Blog posted by: JACOB MOHUN HIMMELWEIT (JUNE 13, 2014)

The latest labour market figures again show employment is increasing, but there has been no corresponding good news for pay. Instead, more and more people are working for less with the economic ‘recovery’ failing to reach their pockets.

Comparing February to April 2014 with November 2013 to January 2014 there are 345,000 more people in work. The nature of this increase in employment seems initially promising too, with 80% in full time work and only 20% from potentially problematic self-employment. Over this same period the number of unemployed people also fell by 161,000.

Despite this, wages are still failing to keep up. The figures show average weekly pay grew by just 0.7% in the last year, meaning real earnings continue to fall with the inflation rate significantly higher at 1.8%. Worse still, our wages aren’t even moving in the right direction with that latest average weekly pay level down from the previous comparable figure of 1.3%.

You would expect increases in employment to improve pay as “slack” in the economy loosens and employers are forced to raise wages in order to find new workers, but this has not happened. Instead, despite the headline figure, the evidence suggests that many of us are financially no better off.

Consider the two graphs below. First, the employment rate since October 2008, and then the real wage growth rate, or average wages less inflation, over the same period. No doubt the government would be keen to focus on the former, which tells a positive story about returning to growth (incidentally GDP has returned to pre-crisis levels – only taking 6.25 years!).

This second graph, however, tells a different story. It illustrates not only how severe and prolonged the squeeze on wages has been since the crash in 2008, but that increased employment growth and the ‘recovery’ has made absolutely no difference.

For as long as this situation continues, no matter how much the economy ‘recovers’, the majority of people will simply not feel the benefits.
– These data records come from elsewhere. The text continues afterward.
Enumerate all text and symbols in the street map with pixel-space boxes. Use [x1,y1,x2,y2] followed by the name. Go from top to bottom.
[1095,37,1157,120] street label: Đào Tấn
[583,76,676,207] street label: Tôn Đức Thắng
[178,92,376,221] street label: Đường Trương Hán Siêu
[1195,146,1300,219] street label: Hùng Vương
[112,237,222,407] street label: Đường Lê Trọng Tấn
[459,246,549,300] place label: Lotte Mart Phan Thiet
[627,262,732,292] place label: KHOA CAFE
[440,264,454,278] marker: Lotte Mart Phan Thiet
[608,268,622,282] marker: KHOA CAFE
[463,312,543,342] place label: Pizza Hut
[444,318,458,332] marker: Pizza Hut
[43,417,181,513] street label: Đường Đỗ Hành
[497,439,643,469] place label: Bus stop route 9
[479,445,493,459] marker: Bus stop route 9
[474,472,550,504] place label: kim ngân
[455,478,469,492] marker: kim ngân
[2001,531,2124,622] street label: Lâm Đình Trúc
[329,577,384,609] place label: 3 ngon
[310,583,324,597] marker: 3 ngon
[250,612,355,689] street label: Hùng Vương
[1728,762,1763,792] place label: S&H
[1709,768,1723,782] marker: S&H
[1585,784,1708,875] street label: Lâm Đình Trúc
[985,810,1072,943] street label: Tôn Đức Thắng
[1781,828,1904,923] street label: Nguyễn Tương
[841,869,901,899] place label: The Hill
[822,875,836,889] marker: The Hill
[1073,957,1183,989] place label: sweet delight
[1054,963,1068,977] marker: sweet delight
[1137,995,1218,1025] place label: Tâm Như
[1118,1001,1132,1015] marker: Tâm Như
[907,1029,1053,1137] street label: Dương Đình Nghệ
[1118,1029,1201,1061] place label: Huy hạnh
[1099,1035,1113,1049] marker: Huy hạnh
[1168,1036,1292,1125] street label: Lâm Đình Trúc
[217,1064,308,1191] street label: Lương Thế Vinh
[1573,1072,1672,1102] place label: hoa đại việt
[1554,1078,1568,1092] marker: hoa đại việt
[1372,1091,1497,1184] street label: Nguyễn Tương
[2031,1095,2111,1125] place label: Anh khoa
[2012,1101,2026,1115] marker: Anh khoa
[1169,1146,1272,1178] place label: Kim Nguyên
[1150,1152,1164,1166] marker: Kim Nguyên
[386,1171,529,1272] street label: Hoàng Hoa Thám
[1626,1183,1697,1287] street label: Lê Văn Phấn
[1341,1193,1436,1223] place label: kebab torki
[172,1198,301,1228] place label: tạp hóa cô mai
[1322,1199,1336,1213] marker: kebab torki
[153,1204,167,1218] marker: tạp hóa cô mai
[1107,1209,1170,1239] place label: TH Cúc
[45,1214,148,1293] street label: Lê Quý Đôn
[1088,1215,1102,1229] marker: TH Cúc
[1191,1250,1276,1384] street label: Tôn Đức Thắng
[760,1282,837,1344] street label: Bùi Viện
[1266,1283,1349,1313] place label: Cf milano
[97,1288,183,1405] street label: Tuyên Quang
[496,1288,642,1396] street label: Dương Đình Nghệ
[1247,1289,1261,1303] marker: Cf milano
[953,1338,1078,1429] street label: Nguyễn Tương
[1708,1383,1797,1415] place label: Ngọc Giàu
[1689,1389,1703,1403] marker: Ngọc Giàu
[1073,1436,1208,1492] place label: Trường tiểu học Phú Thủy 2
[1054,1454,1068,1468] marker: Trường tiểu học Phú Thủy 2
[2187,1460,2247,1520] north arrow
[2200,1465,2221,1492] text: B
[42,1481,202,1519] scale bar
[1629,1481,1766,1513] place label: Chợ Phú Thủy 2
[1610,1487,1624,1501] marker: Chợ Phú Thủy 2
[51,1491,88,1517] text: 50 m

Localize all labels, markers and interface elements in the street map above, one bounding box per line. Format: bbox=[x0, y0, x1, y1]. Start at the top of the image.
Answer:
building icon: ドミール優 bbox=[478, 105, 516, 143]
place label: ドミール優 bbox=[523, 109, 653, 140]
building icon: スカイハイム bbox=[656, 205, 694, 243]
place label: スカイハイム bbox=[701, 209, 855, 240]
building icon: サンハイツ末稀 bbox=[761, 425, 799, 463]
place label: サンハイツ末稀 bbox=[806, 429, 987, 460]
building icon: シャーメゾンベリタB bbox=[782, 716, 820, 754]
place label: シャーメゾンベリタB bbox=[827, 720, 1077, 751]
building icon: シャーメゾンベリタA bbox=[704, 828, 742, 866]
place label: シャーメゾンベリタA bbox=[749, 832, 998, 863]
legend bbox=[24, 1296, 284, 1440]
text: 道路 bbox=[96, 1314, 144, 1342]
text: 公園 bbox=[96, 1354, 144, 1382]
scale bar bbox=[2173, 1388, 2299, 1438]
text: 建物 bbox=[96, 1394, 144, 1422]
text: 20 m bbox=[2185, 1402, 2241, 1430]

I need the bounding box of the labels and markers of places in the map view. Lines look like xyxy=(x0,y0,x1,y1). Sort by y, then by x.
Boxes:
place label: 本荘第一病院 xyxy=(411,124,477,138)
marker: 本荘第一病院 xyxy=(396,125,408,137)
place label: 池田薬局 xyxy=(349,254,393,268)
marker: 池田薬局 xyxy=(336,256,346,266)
However, there are policies which could be used to ensure the economy does work for the majority. A NEF report coming out this July will demonstrate how structural inequalities and low pay could be simultaneously addressed. These include exploring ways to steadily raise the minimum wage to a sustainable living wage; introducing a statutory maximum ratio between high and low pay within organisations; collectively funded high quality, universal childcare; strengthening workplace collective bargaining; and the establishment of a green investment bank to generate good jobs and encourage a transition towards a more sustainable, healthy and more equal economy and society.

Watch this space.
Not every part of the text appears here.